[Entries taken from a collection]
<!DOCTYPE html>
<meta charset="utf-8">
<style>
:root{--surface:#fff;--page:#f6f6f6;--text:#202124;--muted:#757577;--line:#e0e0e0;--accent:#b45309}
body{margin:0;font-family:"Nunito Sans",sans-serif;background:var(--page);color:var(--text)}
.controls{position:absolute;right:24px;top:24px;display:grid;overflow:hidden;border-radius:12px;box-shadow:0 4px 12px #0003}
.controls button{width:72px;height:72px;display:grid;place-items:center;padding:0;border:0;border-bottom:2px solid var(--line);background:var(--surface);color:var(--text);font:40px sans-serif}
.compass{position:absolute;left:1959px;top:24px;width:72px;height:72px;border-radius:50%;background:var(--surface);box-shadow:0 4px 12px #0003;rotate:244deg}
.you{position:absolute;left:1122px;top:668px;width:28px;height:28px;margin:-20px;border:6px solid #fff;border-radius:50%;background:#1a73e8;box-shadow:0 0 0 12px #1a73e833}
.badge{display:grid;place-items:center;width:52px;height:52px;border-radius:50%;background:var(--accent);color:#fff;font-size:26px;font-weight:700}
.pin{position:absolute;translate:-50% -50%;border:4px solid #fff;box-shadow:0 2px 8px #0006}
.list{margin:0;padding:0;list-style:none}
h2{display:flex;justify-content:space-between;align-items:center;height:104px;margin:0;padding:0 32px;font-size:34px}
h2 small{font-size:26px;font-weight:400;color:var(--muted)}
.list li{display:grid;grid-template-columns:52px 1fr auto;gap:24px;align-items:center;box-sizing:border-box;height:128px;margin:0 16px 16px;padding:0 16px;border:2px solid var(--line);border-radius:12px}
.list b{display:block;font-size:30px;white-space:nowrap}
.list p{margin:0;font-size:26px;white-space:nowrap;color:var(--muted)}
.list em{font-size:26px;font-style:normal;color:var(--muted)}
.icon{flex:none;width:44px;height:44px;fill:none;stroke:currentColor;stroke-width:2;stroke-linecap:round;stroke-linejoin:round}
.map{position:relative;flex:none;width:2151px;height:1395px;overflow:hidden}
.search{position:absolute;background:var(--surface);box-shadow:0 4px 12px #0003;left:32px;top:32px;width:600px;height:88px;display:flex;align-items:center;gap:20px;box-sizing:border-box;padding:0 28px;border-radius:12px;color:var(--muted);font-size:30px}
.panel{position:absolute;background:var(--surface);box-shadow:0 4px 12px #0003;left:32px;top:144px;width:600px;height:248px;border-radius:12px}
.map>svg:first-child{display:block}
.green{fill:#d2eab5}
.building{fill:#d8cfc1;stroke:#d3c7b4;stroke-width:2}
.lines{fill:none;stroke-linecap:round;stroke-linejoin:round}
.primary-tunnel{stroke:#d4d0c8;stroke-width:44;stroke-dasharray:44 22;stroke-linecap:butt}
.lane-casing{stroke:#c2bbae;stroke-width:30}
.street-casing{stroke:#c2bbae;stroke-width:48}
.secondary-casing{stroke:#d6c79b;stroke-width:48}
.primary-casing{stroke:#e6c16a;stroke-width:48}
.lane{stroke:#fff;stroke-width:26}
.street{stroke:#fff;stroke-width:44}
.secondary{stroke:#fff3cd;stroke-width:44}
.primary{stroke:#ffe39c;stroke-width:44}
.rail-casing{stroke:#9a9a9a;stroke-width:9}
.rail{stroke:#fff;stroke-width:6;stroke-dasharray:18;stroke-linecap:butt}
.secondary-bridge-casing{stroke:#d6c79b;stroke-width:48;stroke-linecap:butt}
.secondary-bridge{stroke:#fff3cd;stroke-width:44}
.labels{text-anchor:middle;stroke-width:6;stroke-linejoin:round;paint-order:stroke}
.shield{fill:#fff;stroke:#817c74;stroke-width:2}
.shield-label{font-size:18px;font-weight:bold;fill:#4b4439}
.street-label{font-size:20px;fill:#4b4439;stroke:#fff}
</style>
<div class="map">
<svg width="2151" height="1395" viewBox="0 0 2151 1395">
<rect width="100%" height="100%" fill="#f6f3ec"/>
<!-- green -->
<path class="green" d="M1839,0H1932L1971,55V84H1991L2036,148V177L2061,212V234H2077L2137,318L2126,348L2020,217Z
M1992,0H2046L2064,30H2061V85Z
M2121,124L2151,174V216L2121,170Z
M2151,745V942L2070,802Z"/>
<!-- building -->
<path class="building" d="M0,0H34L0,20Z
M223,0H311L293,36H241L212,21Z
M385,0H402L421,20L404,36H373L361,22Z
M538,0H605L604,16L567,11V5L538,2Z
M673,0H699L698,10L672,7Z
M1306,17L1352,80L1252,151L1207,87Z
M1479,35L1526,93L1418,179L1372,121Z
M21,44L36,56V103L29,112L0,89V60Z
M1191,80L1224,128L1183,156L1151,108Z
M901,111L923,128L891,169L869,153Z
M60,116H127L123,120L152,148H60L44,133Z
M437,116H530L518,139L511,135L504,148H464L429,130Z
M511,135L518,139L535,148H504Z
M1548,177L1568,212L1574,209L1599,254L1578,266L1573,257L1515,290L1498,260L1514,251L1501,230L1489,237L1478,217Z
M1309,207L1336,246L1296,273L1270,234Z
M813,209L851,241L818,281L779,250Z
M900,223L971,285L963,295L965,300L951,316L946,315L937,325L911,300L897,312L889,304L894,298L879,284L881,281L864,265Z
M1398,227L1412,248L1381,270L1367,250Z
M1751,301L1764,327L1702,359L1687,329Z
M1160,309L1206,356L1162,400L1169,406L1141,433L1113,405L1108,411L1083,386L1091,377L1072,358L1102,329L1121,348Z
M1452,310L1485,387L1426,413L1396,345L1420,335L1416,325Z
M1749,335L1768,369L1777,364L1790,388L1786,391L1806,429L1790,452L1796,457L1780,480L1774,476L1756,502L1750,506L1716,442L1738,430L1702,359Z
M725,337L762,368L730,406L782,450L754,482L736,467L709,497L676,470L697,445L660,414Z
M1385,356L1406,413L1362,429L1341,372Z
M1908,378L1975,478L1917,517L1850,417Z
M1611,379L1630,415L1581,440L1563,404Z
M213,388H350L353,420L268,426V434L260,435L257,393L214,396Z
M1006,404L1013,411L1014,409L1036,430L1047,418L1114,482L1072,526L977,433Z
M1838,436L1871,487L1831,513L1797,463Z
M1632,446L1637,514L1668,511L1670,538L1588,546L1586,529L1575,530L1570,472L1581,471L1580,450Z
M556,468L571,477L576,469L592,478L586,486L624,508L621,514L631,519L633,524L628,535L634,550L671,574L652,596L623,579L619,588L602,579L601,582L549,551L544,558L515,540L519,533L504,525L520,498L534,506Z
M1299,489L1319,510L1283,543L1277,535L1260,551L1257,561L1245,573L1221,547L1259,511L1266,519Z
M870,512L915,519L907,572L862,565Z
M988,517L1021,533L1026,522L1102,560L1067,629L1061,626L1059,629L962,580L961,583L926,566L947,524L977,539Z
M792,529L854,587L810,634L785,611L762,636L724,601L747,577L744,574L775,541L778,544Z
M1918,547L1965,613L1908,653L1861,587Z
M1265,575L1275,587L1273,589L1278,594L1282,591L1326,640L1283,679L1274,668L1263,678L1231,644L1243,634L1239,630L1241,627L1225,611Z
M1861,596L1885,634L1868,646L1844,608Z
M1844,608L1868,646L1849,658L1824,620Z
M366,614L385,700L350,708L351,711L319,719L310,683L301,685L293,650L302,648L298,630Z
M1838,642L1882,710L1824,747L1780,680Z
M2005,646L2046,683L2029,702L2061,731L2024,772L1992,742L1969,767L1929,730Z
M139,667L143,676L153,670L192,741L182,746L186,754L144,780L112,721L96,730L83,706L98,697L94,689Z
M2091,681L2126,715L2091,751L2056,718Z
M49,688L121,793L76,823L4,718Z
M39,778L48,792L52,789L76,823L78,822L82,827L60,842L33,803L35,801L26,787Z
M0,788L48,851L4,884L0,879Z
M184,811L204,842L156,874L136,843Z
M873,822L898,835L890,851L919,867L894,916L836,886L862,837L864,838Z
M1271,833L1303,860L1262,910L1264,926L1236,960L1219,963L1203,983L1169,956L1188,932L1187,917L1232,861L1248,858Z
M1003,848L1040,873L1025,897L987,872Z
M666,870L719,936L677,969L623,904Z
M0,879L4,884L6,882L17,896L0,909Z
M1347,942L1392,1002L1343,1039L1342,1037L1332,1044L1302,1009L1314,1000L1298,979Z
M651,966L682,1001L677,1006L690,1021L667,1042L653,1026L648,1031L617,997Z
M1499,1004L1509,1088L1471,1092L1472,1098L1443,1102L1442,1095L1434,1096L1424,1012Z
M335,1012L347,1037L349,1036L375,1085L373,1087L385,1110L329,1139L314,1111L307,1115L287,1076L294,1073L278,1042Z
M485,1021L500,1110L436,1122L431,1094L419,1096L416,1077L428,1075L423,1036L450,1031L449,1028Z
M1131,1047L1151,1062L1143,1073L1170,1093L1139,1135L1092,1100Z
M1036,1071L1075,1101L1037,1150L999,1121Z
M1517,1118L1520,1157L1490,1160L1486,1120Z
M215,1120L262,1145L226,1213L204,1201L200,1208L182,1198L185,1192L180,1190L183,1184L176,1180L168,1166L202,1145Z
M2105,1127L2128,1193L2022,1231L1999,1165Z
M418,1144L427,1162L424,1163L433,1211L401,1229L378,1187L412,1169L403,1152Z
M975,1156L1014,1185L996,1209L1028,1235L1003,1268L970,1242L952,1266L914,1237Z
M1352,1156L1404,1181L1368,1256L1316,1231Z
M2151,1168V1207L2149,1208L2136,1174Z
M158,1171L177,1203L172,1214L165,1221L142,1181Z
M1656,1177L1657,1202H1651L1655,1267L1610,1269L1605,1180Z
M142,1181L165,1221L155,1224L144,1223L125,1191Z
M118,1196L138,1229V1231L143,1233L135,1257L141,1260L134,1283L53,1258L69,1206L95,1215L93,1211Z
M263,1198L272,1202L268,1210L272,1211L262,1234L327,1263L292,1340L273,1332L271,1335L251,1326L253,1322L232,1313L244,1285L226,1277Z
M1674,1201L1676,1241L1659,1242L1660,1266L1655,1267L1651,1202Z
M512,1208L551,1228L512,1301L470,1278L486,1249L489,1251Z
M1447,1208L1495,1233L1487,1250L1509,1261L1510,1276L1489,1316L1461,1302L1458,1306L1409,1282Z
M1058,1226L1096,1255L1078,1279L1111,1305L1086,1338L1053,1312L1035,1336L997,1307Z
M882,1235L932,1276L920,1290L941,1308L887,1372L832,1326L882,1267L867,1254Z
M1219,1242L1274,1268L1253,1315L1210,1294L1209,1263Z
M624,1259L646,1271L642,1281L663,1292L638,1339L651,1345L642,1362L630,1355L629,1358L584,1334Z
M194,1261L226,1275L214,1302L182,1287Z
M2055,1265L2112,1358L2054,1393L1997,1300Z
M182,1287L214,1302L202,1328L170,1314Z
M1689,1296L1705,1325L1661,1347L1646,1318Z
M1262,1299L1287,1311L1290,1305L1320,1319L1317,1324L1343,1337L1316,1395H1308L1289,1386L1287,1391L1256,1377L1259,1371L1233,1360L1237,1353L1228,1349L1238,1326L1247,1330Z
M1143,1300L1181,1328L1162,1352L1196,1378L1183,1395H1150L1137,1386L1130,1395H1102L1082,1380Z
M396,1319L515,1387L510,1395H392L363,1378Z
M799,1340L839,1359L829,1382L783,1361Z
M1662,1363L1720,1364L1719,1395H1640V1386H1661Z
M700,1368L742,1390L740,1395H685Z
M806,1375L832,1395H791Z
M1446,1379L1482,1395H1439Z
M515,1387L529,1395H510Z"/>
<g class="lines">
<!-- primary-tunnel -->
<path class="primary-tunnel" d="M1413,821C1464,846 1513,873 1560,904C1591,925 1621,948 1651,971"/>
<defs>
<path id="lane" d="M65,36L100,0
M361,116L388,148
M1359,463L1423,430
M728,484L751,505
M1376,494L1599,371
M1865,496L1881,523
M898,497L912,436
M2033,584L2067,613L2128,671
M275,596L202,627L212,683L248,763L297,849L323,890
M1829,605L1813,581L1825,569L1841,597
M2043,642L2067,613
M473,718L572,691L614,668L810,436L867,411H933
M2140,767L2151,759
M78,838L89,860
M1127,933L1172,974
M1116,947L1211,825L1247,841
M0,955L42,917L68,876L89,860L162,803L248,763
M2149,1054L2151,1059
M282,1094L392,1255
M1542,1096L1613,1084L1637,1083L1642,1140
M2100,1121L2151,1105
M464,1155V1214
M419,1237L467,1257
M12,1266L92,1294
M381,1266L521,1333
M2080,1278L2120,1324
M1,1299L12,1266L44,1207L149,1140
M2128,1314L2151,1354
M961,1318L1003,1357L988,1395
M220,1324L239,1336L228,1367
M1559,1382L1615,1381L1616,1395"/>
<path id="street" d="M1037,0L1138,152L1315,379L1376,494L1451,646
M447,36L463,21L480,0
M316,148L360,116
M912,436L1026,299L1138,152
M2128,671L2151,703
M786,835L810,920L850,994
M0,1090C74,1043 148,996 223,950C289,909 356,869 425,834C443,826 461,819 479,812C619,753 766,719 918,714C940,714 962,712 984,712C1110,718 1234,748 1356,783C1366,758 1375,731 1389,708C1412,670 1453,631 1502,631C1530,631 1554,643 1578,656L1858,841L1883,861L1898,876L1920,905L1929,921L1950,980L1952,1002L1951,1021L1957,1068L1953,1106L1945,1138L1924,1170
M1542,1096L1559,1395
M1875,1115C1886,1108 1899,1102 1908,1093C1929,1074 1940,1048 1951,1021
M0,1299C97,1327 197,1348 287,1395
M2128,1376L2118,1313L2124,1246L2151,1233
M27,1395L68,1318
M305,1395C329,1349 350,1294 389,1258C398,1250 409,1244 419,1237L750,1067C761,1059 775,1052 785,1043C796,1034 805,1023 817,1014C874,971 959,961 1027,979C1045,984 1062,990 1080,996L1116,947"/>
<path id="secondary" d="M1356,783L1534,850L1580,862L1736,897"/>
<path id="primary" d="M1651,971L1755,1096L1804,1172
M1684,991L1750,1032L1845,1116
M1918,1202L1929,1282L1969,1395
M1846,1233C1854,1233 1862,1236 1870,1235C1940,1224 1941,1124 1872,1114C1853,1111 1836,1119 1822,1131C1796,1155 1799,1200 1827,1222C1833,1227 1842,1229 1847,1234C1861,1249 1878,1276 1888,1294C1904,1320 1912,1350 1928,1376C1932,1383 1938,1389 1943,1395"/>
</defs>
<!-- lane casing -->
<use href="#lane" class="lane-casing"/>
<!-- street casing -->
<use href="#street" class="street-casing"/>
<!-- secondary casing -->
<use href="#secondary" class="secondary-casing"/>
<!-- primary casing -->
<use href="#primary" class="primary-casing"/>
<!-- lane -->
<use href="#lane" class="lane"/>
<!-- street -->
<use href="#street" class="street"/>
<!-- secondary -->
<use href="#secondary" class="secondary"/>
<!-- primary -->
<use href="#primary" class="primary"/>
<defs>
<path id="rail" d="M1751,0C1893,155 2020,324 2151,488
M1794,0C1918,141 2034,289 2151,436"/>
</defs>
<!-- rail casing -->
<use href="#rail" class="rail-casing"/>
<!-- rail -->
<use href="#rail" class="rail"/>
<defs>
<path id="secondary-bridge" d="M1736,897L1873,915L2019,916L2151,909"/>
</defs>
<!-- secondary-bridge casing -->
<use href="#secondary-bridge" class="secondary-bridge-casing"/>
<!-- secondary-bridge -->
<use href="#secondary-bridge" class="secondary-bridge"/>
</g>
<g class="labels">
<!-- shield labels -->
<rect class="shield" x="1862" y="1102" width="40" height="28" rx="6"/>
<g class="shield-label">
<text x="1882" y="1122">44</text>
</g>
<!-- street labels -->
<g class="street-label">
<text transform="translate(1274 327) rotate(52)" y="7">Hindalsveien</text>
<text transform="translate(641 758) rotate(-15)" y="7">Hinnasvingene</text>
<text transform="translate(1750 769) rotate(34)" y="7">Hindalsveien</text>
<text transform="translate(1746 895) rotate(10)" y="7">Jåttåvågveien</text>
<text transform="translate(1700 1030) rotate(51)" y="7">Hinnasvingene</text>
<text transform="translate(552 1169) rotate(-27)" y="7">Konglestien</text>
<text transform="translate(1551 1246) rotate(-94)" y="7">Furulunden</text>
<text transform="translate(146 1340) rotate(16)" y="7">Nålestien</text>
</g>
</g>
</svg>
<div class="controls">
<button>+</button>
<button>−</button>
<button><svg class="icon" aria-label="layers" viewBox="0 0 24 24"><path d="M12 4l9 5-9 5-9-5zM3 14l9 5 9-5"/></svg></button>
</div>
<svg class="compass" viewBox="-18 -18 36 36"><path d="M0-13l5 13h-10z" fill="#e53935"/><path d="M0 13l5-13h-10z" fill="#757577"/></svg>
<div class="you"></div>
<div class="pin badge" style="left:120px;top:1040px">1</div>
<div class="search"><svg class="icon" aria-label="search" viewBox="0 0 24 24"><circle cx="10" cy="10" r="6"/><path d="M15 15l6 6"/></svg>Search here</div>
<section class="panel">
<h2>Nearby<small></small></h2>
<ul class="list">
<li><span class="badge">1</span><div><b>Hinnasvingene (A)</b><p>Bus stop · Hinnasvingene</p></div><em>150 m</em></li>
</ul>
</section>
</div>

WORK INSTRUCTIONS
Some lines in the records above contain "sans". Count them and give the number only.

RESPONSE
2